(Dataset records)
*****

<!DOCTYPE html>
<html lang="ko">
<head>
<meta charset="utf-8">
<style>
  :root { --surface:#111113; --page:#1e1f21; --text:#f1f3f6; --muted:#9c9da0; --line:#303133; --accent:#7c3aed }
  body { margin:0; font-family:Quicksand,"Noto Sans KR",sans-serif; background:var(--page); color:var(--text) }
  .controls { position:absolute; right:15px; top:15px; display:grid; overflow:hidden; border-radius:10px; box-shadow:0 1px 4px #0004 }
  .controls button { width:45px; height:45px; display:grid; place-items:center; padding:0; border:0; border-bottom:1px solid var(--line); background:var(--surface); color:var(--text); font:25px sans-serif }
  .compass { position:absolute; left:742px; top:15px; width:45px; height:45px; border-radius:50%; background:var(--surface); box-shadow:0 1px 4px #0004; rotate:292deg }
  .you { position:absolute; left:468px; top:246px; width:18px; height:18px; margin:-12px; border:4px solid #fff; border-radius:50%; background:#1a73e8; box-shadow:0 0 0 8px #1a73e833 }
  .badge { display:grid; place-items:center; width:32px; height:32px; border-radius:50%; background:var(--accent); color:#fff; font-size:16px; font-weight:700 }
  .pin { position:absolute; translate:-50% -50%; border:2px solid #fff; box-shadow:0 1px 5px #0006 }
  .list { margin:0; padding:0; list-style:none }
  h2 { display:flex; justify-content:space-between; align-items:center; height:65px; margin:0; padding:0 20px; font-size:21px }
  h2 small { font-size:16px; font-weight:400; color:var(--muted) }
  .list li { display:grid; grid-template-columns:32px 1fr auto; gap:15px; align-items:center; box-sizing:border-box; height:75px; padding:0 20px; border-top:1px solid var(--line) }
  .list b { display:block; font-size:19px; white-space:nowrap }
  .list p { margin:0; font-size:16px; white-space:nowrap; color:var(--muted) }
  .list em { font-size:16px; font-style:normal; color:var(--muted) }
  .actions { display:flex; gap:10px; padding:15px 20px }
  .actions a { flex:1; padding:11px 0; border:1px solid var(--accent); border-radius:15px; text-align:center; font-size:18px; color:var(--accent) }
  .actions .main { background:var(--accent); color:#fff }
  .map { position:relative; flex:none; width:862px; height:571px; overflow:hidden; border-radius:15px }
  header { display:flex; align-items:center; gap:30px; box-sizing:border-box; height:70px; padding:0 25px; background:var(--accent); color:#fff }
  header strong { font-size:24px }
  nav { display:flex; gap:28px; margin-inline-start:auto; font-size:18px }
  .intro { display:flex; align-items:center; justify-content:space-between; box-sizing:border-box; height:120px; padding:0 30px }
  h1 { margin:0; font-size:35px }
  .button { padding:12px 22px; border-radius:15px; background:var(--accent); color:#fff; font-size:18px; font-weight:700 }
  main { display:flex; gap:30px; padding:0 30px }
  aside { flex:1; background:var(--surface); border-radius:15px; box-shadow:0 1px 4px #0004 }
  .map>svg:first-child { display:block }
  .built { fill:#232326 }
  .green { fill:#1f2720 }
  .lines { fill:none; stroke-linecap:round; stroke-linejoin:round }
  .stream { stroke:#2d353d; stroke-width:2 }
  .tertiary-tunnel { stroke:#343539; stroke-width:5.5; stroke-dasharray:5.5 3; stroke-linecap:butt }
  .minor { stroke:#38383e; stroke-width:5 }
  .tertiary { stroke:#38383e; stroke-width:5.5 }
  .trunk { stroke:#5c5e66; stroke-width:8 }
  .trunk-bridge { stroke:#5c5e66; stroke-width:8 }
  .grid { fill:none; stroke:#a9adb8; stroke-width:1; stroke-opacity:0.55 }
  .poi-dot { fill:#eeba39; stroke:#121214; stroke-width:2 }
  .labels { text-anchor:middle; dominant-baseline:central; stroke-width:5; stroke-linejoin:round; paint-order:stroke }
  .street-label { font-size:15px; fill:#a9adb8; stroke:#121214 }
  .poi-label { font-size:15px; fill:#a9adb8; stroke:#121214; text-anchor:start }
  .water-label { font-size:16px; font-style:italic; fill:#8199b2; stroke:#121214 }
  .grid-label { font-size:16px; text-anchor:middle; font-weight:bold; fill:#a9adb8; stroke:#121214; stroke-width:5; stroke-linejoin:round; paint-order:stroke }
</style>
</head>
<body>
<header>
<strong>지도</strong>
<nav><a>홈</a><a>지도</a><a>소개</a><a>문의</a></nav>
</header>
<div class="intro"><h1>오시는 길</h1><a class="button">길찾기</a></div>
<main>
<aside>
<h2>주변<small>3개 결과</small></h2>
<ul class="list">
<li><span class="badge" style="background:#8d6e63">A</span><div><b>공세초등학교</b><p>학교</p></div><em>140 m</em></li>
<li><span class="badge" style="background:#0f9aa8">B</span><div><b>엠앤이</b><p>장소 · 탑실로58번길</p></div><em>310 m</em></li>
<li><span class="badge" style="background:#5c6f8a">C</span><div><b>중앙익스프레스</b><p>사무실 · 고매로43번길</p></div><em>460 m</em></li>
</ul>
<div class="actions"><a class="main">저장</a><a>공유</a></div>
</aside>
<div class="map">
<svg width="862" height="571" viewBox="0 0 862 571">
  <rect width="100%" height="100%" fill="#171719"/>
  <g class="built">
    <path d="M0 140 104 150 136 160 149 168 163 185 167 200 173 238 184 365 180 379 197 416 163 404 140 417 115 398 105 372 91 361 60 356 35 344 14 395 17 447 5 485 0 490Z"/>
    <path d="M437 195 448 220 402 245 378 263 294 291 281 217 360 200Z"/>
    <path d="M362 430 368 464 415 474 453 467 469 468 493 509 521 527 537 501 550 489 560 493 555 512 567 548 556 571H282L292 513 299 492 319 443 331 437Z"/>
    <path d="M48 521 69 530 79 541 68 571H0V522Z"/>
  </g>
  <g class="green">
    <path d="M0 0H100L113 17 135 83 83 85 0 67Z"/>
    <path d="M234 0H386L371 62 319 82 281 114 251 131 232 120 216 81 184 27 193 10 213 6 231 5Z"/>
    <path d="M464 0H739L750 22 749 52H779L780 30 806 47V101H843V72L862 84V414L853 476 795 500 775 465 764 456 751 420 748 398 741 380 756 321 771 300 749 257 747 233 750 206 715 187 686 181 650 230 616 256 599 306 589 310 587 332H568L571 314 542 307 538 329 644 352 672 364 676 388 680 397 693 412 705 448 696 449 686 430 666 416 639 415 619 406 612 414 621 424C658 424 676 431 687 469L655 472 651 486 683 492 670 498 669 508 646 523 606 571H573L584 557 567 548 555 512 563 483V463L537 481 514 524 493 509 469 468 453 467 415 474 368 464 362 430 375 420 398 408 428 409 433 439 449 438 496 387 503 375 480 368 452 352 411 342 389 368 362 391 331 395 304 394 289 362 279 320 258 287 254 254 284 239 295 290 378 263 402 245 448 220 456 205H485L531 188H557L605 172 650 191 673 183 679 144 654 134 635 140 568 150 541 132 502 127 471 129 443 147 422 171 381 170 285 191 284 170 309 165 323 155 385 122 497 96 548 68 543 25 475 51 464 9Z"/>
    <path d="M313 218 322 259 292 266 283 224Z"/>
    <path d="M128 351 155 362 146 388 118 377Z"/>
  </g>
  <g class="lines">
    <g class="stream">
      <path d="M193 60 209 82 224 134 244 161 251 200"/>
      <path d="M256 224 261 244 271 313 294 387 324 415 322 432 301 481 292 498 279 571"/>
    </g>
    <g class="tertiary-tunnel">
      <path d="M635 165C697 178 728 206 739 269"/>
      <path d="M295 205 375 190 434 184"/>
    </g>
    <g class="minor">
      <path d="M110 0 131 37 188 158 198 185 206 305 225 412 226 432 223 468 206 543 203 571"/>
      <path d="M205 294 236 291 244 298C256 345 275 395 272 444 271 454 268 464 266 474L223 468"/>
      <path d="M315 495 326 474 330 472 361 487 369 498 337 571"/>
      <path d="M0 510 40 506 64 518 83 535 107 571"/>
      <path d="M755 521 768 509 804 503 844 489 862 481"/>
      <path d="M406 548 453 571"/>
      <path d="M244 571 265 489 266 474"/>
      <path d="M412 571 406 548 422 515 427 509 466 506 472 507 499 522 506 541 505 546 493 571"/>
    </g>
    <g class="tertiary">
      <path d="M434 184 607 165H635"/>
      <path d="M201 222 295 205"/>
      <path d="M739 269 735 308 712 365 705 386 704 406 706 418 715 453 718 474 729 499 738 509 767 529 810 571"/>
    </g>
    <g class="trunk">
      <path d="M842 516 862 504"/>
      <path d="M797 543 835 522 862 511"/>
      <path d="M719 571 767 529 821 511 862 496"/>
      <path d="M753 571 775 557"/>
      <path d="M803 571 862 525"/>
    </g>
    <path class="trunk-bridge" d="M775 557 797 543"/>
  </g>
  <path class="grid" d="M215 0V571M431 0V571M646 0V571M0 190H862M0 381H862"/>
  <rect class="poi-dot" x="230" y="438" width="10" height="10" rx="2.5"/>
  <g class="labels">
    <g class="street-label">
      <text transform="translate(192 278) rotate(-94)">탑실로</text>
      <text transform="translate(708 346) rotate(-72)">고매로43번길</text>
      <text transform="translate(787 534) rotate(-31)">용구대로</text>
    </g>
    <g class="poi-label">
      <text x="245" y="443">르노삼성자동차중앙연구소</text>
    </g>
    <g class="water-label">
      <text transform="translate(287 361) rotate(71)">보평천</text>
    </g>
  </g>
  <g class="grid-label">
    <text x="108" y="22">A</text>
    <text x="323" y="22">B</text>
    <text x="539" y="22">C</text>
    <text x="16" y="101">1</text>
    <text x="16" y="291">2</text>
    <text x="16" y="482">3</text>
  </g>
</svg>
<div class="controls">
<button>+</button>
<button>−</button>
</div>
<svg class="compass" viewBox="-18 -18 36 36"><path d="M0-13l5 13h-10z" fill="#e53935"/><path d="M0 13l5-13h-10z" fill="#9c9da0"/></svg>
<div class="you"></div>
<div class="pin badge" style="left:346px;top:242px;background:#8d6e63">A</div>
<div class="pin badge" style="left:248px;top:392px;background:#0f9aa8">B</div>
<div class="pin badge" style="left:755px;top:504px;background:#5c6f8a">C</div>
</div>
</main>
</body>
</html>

*****

● **Task**
Please transcribe only the lines in the records above running from the line that has "position:absolute; right:15px; top:15px;" through the line that has "position:absolute; left:468px; top:246px;", both included, exactly as they appear.

● **Your solution**
  .controls { position:absolute; right:15px; top:15px; display:grid; overflow:hidden; border-radius:10px; box-shadow:0 1px 4px #0004 }
  .controls button { width:45px; height:45px; display:grid; place-items:center; padding:0; border:0; border-bottom:1px solid var(--line); background:var(--surface); color:var(--text); font:25px sans-serif }
  .compass { position:absolute; left:742px; top:15px; width:45px; height:45px; border-radius:50%; background:var(--surface); box-shadow:0 1px 4px #0004; rotate:292deg }
  .you { position:absolute; left:468px; top:246px; width:18px; height:18px; margin:-12px; border:4px solid #fff; border-radius:50%; background:#1a73e8; box-shadow:0 0 0 8px #1a73e833 }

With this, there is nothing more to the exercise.